DIRECTIONS. I need the number of lines in the listing below that include the string "read", and only that number.

SUPPLIED RECORDS.
#####

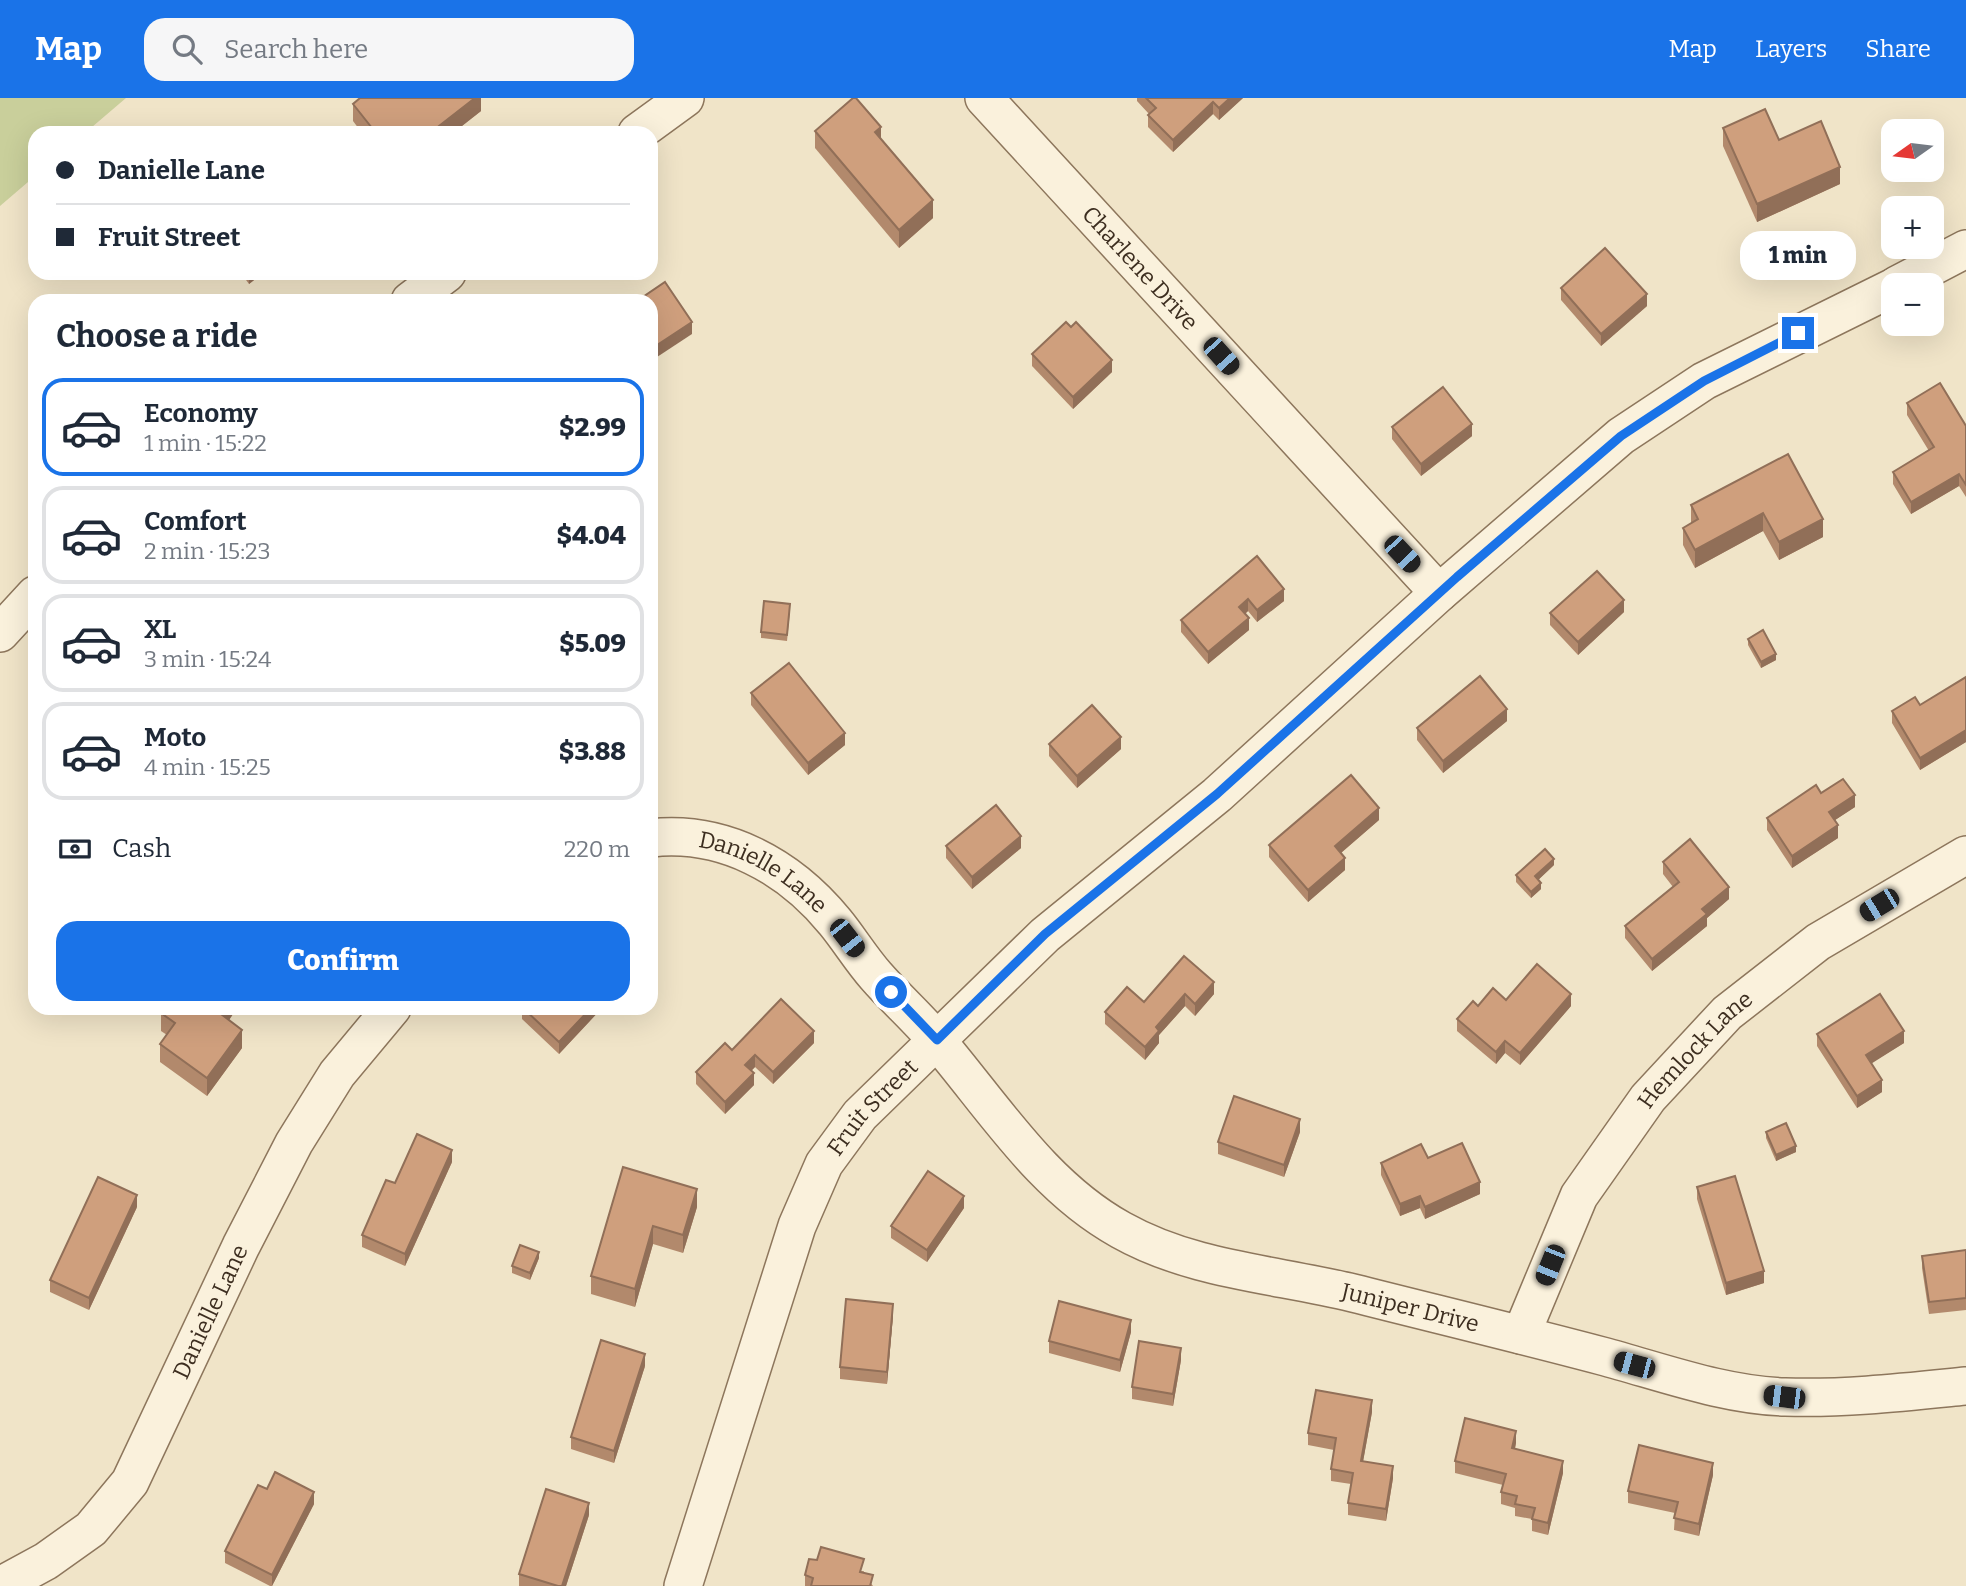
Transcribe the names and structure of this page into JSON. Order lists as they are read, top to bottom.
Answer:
{
  "streets": {
    "street": [
      "Charlene Drive",
      "Danielle Lane",
      "Hemlock Lane",
      "Fruit Street",
      "Juniper Drive"
    ]
  },
  "crossings": [
    ["Charlene Drive", "Fruit Street"],
    ["Danielle Lane", "Fruit Street"],
    ["Danielle Lane", "Juniper Drive"],
    ["Hemlock Lane", "Juniper Drive"],
    ["Fruit Street", "Juniper Drive"]
  ],
  "north": "left",
  "page": {
    "header": "Map",
    "search": "Search here",
    "nav": ["Map", "Layers", "Share"],
    "map_buttons": ["+", "−"],
    "banner": ["Danielle Lane", "Fruit Street"],
    "bubble": "1 min",
    "heading": "Choose a ride",
    "list": [
      {
        "name": "Economy",
        "note": "1 min · 15:22",
        "value": "$2.99"
      },
      {
        "name": "Comfort",
        "note": "2 min · 15:23",
        "value": "$4.04"
      },
      {
        "name": "XL",
        "note": "3 min · 15:24",
        "value": "$5.09"
      },
      {
        "name": "Moto",
        "note": "4 min · 15:25",
        "value": "$3.88"
      }
    ],
    "pay": ["Cash", "220 m"],
    "buttons": "Confirm"
  }
}
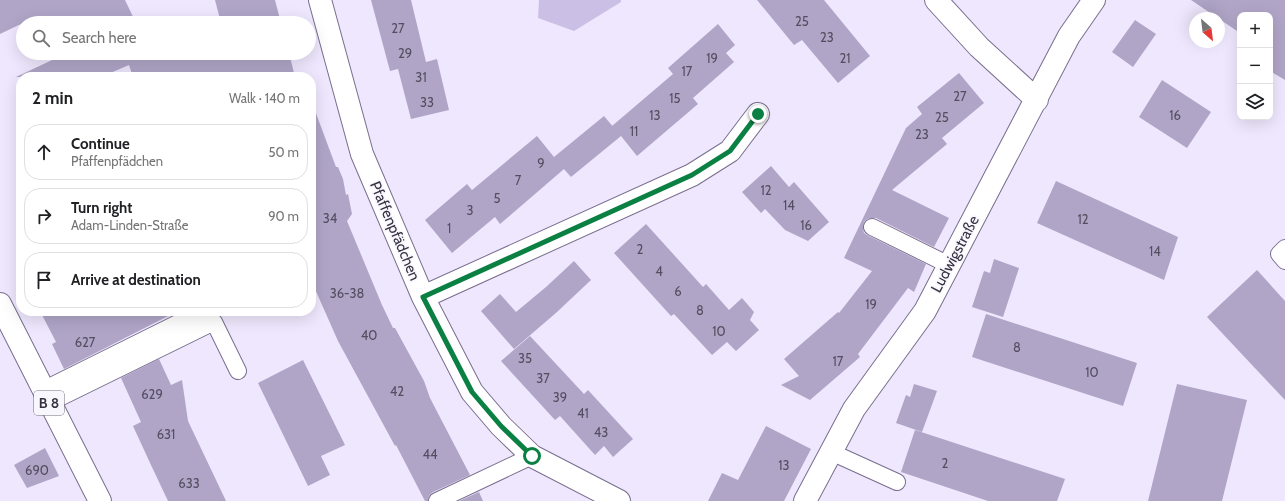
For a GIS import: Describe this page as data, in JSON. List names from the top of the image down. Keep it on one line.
{"streets":{"street":["Pfaffenpfädchen","Ludwigstraße","B 8"]},"house_numbers":["25","27","23","29","19","21","17","31","27","15","33","13","16","25","11","23","9","7","12","5","14","3","34","12","16","1","2","14","4","6","36-38","19","8","10","40","627","8","35","17","10","37","42","629","39","41","43","631","44","2","13","690","633"],"north":"bottom right","page":{"map_buttons":["+","−"],"search":"Search here","heading":["2 min","Walk · 140 m"],"list":[["Continue","Pfaffenpfädchen","50 m"],["Turn right","Adam-Linden-Straße","90 m"],"Arrive at destination"]}}
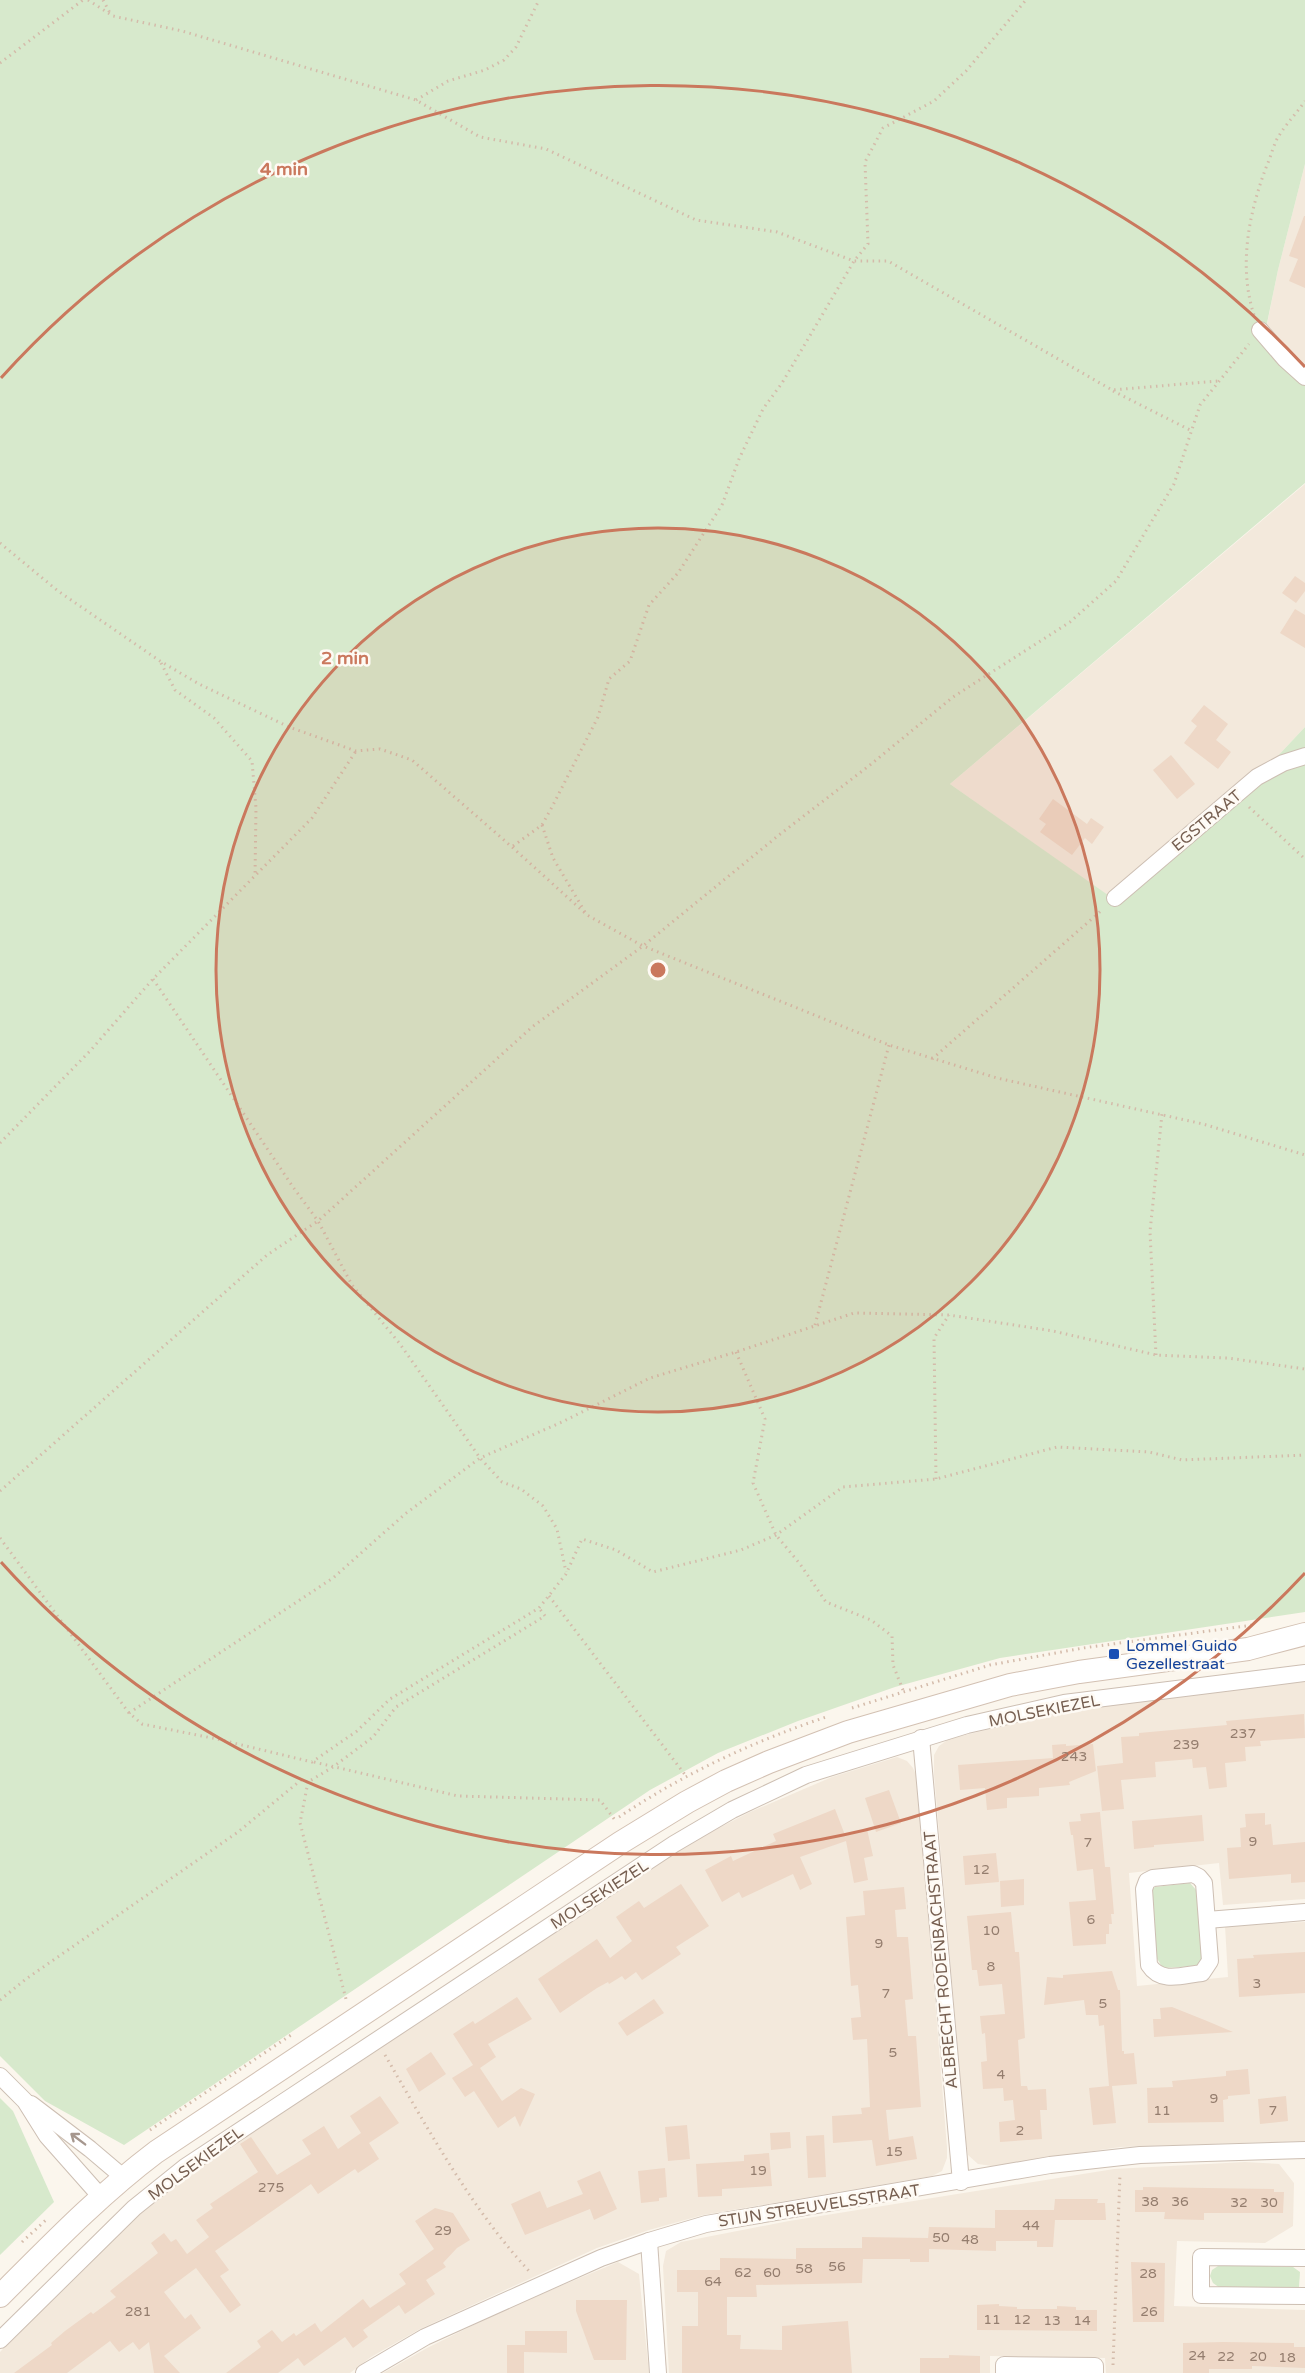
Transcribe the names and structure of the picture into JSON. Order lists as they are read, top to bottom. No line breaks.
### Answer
{"streets":{"main road":["MOLSEKIEZEL"],"street":["EGSTRAAT","ALBRECHT RODENBACHSTRAAT","STIJN STREUVELSSTRAAT"]},"crossings":[["MOLSEKIEZEL","ALBRECHT RODENBACHSTRAAT"],["ALBRECHT RODENBACHSTRAAT","STIJN STREUVELSSTRAAT"]],"places":{"transit":["Lommel Guido Gezellestraat"]},"house_numbers":["237","239","243","9","7","12","6","10","9","8","3","7","5","5","4","9","11","7","2","15","19","275","38","36","32","30","44","29","50","48","56","58","62","60","28","64","281","26","11","12","13","14","24","22","20","18"],"rings":["4 min","2 min"]}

#####

SOLUTION FOR THIS TASK. 2